More Than Pipelines: DAGs as Precursors to Hierarchies (2 of 6)

Jody Hesch
November 11, 2024

Home » Insights » More Than Pipelines: DAGs as Precursors to Hierarchies (2 of 6)

Jody Hesch

Freelance Data Architect & Consultant. Passionate about advancing the field of Data Engineering. Part-time thrill seeker on the slopes of the Rockies. Dad Joke Aficionado.

Jody Hesch

Freelance Data Architect & Consultant. Passionate about advancing the field of Data Engineering. Part-time thrill seeker on the slopes of the Rockies. Dad Joke Aficionado.

Recap

In the first post of this series, I walked through the basic ideas of what constitutes a graph with a simplified example from supply chain logistics.

To briefly recap:

A graph consists of one or more nodes, which are connect to one another via one or more edges.
A graph has a cycle if a node can reach itself by traversing the graph in a single direction.
A given edge can be directed or undirected.
Nodes and edges often represent real-world objects with various associated attributes.
Graphs, nodes and edges can be modeled in relational databases.

More Than Pipelines: DAGs as Precursors to Hierarchies (2 of 6) | jody blog 2 — *A simple graph with two nodes, two directed edges and two undirected edges.*

This next post will further flesh out the technical context for hierarchies by exploring a subset of graphs called directed acyclic graphs (DAGs) and disambiguate the use of this term and related concepts.

Directed Acyclic Graphs (DAGs)

This post is not about data pipeline tools as such, but I would say most modern day Data Engineers are at least loosely familiar with the concept of DAGs given its widespread adoption in pipeline orchestration tools like Apache Airflow and Dagster. So, it’s worth providing a more generic/abstract definition that better describes what a DAG is beyond just date pipelines:

A DAG is a graph where each and every edge is directed, and
that has no cycles, i.e. is acyclic

DAGs can be found in many contexts beyond data engineering, which is important to keep in mind. Terminology within IT is often already quite idiosyncratic, so when collaborating with technical colleagues (especially software engineers) just keep in mind that their use of the term DAG very likely means something different than anything specific to data engineering.
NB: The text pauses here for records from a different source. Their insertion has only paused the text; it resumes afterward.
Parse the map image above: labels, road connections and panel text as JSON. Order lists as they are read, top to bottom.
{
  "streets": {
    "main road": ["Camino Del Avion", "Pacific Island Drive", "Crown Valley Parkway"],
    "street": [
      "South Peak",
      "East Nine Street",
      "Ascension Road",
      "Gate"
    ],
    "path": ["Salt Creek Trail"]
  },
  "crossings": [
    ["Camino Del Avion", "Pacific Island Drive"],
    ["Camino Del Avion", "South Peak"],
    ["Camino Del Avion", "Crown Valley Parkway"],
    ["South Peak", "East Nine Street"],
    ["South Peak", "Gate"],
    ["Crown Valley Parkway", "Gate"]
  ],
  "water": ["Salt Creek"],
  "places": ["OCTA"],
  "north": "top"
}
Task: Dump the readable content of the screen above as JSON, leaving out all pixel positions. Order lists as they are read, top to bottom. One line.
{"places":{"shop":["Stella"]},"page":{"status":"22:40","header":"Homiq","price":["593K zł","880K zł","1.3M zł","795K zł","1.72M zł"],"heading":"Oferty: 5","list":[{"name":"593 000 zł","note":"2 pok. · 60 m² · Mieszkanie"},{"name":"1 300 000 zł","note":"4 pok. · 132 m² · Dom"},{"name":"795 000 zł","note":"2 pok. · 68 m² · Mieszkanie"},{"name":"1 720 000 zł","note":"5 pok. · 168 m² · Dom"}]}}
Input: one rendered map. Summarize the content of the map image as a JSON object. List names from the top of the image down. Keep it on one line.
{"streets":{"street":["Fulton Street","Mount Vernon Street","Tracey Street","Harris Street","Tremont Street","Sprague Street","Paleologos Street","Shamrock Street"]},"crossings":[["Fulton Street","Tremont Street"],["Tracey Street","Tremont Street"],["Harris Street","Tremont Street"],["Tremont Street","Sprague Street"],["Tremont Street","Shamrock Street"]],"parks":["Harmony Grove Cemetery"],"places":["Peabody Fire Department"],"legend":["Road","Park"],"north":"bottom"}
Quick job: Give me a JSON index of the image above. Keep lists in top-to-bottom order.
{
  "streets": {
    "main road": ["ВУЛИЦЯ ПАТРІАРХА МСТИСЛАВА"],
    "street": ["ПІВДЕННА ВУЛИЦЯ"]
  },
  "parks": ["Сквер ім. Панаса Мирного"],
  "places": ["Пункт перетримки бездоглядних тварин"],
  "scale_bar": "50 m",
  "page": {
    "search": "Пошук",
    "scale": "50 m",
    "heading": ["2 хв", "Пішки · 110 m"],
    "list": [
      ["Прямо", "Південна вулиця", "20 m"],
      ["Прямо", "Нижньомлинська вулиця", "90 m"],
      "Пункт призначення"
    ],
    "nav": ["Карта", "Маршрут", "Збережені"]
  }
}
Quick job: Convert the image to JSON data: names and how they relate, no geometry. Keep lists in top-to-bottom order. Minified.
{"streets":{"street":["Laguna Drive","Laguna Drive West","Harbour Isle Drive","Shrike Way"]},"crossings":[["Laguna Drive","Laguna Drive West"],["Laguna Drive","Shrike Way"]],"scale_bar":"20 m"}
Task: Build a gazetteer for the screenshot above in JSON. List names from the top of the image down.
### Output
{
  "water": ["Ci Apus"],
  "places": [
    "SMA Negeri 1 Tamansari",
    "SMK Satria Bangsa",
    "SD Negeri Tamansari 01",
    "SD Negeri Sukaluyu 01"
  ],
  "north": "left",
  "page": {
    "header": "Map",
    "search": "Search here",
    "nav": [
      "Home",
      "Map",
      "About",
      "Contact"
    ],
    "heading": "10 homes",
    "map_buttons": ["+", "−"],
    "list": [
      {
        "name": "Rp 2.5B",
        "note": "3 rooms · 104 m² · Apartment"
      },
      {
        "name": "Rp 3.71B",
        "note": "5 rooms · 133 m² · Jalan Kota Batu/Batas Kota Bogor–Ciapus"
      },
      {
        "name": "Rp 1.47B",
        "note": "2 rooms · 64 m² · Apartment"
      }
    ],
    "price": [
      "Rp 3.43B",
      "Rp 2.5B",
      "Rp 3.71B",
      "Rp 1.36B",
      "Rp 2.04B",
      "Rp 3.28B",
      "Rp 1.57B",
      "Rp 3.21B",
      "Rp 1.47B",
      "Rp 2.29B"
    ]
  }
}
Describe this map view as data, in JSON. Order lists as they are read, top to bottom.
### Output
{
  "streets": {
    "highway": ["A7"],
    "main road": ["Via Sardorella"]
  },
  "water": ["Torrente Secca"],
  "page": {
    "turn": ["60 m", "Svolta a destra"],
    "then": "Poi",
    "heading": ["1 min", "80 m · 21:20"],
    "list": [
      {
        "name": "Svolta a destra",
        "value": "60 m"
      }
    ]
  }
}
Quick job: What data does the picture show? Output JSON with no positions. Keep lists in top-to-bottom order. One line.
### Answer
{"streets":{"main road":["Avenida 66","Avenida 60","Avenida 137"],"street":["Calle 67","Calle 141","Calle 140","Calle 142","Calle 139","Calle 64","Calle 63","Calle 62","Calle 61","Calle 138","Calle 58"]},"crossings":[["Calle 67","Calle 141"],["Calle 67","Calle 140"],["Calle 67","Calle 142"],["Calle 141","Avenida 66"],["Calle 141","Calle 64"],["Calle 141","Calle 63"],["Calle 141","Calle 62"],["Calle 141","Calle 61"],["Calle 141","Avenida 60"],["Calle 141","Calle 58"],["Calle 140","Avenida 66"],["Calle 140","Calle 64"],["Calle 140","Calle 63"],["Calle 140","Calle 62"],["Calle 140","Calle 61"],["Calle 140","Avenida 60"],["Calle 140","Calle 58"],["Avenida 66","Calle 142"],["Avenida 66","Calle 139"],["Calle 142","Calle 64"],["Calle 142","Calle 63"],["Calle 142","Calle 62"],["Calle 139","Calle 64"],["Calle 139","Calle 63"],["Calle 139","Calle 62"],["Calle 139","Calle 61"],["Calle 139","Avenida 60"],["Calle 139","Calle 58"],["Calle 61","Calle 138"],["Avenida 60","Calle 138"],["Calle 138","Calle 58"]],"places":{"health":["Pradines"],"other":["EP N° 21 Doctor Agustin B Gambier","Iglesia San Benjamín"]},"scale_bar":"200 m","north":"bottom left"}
More Than Pipelines: DAGs as Precursors to Hierarchies (2 of 6) | 1730464839319

That being said, DAGs are found all over the place in the field of data engineering, so it’s worth exploring many such instances before further disambiguating hierarchies as a subset of DAGs (which are themselves clearly a subset of graphs more generally).

Queries

Queries are DAGs. Look at the EXPLAIN PLAN of even the most basic query, and you’ll see that the visualised execution plan is a DAG, where:

Each node is a particular operation (such as join, filter, aggregate).
Each edge visualises how the output of a given operation serve as an input to the next operation.

You can clearly see the direction of each edge indicated by the arrows in the plan visualization, and quite obviously a query plan should never have a cycle*, otherwise it would run endlessly until it was stopped or it hit some physical limit.

More Than Pipelines: DAGs as Precursors to Hierarchies (2 of 6) | Plan Viz

*Fun fact: On that same project referenced at the beginning of my first post in this series, I did accidentally create a database view in a system that supported column aliases referencing each other within the same projection, and I accidentally created a recursive cycle, i.e. something like A > B, B > C, and then C > A. Querying the view would consume over a terabyte of memory in milliseconds, which led to some very creative debugging! The engineering team then, thankfully, added code to ensure such cycles were prevented. ?)

Data Lineage

Data lineage, which represents the flow of data across a data pipeline, is also a DAG. (What I find interesting to note is that in the case of data lineage, each edge represents a particular operation, and each node represents data. This is the opposite of a query plan, where each edge represents data, and each node represents an operation).

More Than Pipelines: DAGs as Precursors to Hierarchies (2 of 6) | image

Data Pipelines

Data pipelines are, rather obviously, DAGs.

More Than Pipelines: DAGs as Precursors to Hierarchies (2 of 6) | 1730464838930

Gantt Charts

Gantt charts? Aren’t Gantt charts something from project management? Yes, but they’re also used to visualise query plans by displaying the time each operation takes within a query execution plan, by expanding the length of the node to represent the amount of time it takes.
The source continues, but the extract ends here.